Segment Start: Data for review

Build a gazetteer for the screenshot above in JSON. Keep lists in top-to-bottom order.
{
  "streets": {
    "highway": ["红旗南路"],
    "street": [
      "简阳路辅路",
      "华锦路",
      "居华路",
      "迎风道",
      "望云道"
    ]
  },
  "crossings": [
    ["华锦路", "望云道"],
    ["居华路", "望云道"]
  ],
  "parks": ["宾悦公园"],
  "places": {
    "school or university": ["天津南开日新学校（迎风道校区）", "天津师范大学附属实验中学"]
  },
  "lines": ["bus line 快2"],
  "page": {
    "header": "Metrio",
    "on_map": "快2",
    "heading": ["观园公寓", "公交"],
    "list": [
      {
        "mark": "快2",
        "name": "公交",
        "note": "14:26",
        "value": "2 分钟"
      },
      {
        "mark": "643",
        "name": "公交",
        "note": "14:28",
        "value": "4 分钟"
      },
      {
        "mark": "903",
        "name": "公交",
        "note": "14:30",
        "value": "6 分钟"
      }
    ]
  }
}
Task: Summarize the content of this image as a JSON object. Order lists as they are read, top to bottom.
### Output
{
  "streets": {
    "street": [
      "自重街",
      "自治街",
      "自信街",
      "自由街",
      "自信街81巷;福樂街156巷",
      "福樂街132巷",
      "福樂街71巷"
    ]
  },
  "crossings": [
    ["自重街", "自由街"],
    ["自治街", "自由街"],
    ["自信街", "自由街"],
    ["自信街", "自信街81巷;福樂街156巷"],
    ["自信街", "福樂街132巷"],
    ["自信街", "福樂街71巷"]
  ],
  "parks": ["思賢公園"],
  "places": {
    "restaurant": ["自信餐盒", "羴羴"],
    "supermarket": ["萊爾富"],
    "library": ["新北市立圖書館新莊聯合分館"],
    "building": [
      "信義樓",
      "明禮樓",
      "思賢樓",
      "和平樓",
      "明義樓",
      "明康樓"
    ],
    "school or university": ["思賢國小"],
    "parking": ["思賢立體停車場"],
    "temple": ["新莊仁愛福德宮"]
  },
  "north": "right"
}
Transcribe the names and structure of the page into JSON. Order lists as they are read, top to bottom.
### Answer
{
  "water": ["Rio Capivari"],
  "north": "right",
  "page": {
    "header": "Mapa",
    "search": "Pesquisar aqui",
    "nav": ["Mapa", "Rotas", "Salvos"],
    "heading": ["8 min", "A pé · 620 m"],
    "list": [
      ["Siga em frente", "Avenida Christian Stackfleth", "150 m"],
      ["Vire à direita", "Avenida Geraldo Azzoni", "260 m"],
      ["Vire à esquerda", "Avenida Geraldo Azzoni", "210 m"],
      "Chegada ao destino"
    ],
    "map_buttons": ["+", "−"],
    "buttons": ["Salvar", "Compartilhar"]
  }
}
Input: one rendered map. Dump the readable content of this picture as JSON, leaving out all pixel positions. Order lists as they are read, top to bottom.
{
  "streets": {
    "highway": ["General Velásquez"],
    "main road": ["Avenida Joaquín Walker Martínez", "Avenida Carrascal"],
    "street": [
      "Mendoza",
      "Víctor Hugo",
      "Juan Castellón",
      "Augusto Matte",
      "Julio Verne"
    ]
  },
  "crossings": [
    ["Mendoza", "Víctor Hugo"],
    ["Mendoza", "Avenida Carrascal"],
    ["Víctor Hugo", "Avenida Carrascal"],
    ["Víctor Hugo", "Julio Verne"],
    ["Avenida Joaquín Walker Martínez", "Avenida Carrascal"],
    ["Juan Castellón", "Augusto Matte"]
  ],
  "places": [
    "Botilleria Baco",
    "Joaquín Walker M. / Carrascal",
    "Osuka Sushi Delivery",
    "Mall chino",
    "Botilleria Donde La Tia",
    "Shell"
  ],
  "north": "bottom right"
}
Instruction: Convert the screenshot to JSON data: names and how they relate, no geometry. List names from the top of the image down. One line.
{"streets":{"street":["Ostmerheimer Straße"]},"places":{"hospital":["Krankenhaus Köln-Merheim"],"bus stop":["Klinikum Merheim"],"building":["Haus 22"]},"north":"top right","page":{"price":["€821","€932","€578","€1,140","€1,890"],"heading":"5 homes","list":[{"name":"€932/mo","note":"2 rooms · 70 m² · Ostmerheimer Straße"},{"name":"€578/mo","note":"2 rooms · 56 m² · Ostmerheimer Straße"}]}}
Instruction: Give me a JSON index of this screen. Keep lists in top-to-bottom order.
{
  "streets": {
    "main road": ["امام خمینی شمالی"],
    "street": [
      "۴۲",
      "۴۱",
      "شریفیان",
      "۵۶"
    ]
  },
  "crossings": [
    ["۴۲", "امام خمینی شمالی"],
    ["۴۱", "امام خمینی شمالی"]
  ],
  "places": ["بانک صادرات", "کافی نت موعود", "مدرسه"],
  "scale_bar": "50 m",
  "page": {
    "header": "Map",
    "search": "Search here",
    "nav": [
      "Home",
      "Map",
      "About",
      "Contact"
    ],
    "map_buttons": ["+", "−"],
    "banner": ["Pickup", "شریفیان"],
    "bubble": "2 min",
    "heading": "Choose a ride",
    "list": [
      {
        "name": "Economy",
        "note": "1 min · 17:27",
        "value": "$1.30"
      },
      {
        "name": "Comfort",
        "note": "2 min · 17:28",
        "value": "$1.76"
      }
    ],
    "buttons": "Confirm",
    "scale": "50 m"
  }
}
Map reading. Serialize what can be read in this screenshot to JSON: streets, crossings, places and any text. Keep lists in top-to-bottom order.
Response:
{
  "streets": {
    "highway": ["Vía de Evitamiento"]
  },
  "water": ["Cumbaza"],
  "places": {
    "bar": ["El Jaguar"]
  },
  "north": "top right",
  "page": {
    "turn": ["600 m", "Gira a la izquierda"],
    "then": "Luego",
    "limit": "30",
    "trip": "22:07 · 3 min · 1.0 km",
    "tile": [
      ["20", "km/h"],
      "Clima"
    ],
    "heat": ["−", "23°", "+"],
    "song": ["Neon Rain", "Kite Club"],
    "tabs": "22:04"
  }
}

Segment End: Data for review

> _Work to complete_:
What you should produce is an exact copy of the records above.

> _Completed task_:
Build a gazetteer for the screenshot above in JSON. Keep lists in top-to-bottom order.
{
  "streets": {
    "highway": ["红旗南路"],
    "street": [
      "简阳路辅路",
      "华锦路",
      "居华路",
      "迎风道",
      "望云道"
    ]
  },
  "crossings": [
    ["华锦路", "望云道"],
    ["居华路", "望云道"]
  ],
  "parks": ["宾悦公园"],
  "places": {
    "school or university": ["天津南开日新学校（迎风道校区）", "天津师范大学附属实验中学"]
  },
  "lines": ["bus line 快2"],
  "page": {
    "header": "Metrio",
    "on_map": "快2",
    "heading": ["观园公寓", "公交"],
    "list": [
      {
        "mark": "快2",
        "name": "公交",
        "note": "14:26",
        "value": "2 分钟"
      },
      {
        "mark": "643",
        "name": "公交",
        "note": "14:28",
        "value": "4 分钟"
      },
      {
        "mark": "903",
        "name": "公交",
        "note": "14:30",
        "value": "6 分钟"
      }
    ]
  }
}
Task: Summarize the content of this image as a JSON object. Order lists as they are read, top to bottom.
### Output
{
  "streets": {
    "street": [
      "自重街",
      "自治街",
      "自信街",
      "自由街",
      "自信街81巷;福樂街156巷",
      "福樂街132巷",
      "福樂街71巷"
    ]
  },
  "crossings": [
    ["自重街", "自由街"],
    ["自治街", "自由街"],
    ["自信街", "自由街"],
    ["自信街", "自信街81巷;福樂街156巷"],
    ["自信街", "福樂街132巷"],
    ["自信街", "福樂街71巷"]
  ],
  "parks": ["思賢公園"],
  "places": {
    "restaurant": ["自信餐盒", "羴羴"],
    "supermarket": ["萊爾富"],
    "library": ["新北市立圖書館新莊聯合分館"],
    "building": [
      "信義樓",
      "明禮樓",
      "思賢樓",
      "和平樓",
      "明義樓",
      "明康樓"
    ],
    "school or university": ["思賢國小"],
    "parking": ["思賢立體停車場"],
    "temple": ["新莊仁愛福德宮"]
  },
  "north": "right"
}
Transcribe the names and structure of the page into JSON. Order lists as they are read, top to bottom.
### Answer
{
  "water": ["Rio Capivari"],
  "north": "right",
  "page": {
    "header": "Mapa",
    "search": "Pesquisar aqui",
    "nav": ["Mapa", "Rotas", "Salvos"],
    "heading": ["8 min", "A pé · 620 m"],
    "list": [
      ["Siga em frente", "Avenida Christian Stackfleth", "150 m"],
      ["Vire à direita", "Avenida Geraldo Azzoni", "260 m"],
      ["Vire à esquerda", "Avenida Geraldo Azzoni", "210 m"],
      "Chegada ao destino"
    ],
    "map_buttons": ["+", "−"],
    "buttons": ["Salvar", "Compartilhar"]
  }
}
Input: one rendered map. Dump the readable content of this picture as JSON, leaving out all pixel positions. Order lists as they are read, top to bottom.
{
  "streets": {
    "highway": ["General Velásquez"],
    "main road": ["Avenida Joaquín Walker Martínez", "Avenida Carrascal"],
    "street": [
      "Mendoza",
      "Víctor Hugo",
      "Juan Castellón",
      "Augusto Matte",
      "Julio Verne"
    ]
  },
  "crossings": [
    ["Mendoza", "Víctor Hugo"],
    ["Mendoza", "Avenida Carrascal"],
    ["Víctor Hugo", "Avenida Carrascal"],
    ["Víctor Hugo", "Julio Verne"],
    ["Avenida Joaquín Walker Martínez", "Avenida Carrascal"],
    ["Juan Castellón", "Augusto Matte"]
  ],
  "places": [
    "Botilleria Baco",
    "Joaquín Walker M. / Carrascal",
    "Osuka Sushi Delivery",
    "Mall chino",
    "Botilleria Donde La Tia",
    "Shell"
  ],
  "north": "bottom right"
}
Instruction: Convert the screenshot to JSON data: names and how they relate, no geometry. List names from the top of the image down. One line.
{"streets":{"street":["Ostmerheimer Straße"]},"places":{"hospital":["Krankenhaus Köln-Merheim"],"bus stop":["Klinikum Merheim"],"building":["Haus 22"]},"north":"top right","page":{"price":["€821","€932","€578","€1,140","€1,890"],"heading":"5 homes","list":[{"name":"€932/mo","note":"2 rooms · 70 m² · Ostmerheimer Straße"},{"name":"€578/mo","note":"2 rooms · 56 m² · Ostmerheimer Straße"}]}}
Instruction: Give me a JSON index of this screen. Keep lists in top-to-bottom order.
{
  "streets": {
    "main road": ["امام خمینی شمالی"],
    "street": [
      "۴۲",
      "۴۱",
      "شریفیان",
      "۵۶"
    ]
  },
  "crossings": [
    ["۴۲", "امام خمینی شمالی"],
    ["۴۱", "امام خمینی شمالی"]
  ],
  "places": ["بانک صادرات", "کافی نت موعود", "مدرسه"],
  "scale_bar": "50 m",
  "page": {
    "header": "Map",
    "search": "Search here",
    "nav": [
      "Home",
      "Map",
      "About",
      "Contact"
    ],
    "map_buttons": ["+", "−"],
    "banner": ["Pickup", "شریفیان"],
    "bubble": "2 min",
    "heading": "Choose a ride",
    "list": [
      {
        "name": "Economy",
        "note": "1 min · 17:27",
        "value": "$1.30"
      },
      {
        "name": "Comfort",
        "note": "2 min · 17:28",
        "value": "$1.76"
      }
    ],
    "buttons": "Confirm",
    "scale": "50 m"
  }
}
Map reading. Serialize what can be read in this screenshot to JSON: streets, crossings, places and any text. Keep lists in top-to-bottom order.
Response:
{
  "streets": {
    "highway": ["Vía de Evitamiento"]
  },
  "water": ["Cumbaza"],
  "places": {
    "bar": ["El Jaguar"]
  },
  "north": "top right",
  "page": {
    "turn": ["600 m", "Gira a la izquierda"],
    "then": "Luego",
    "limit": "30",
    "trip": "22:07 · 3 min · 1.0 km",
    "tile": [
      ["20", "km/h"],
      "Clima"
    ],
    "heat": ["−", "23°", "+"],
    "song": ["Neon Rain", "Kite Club"],
    "tabs": "22:04"
  }
}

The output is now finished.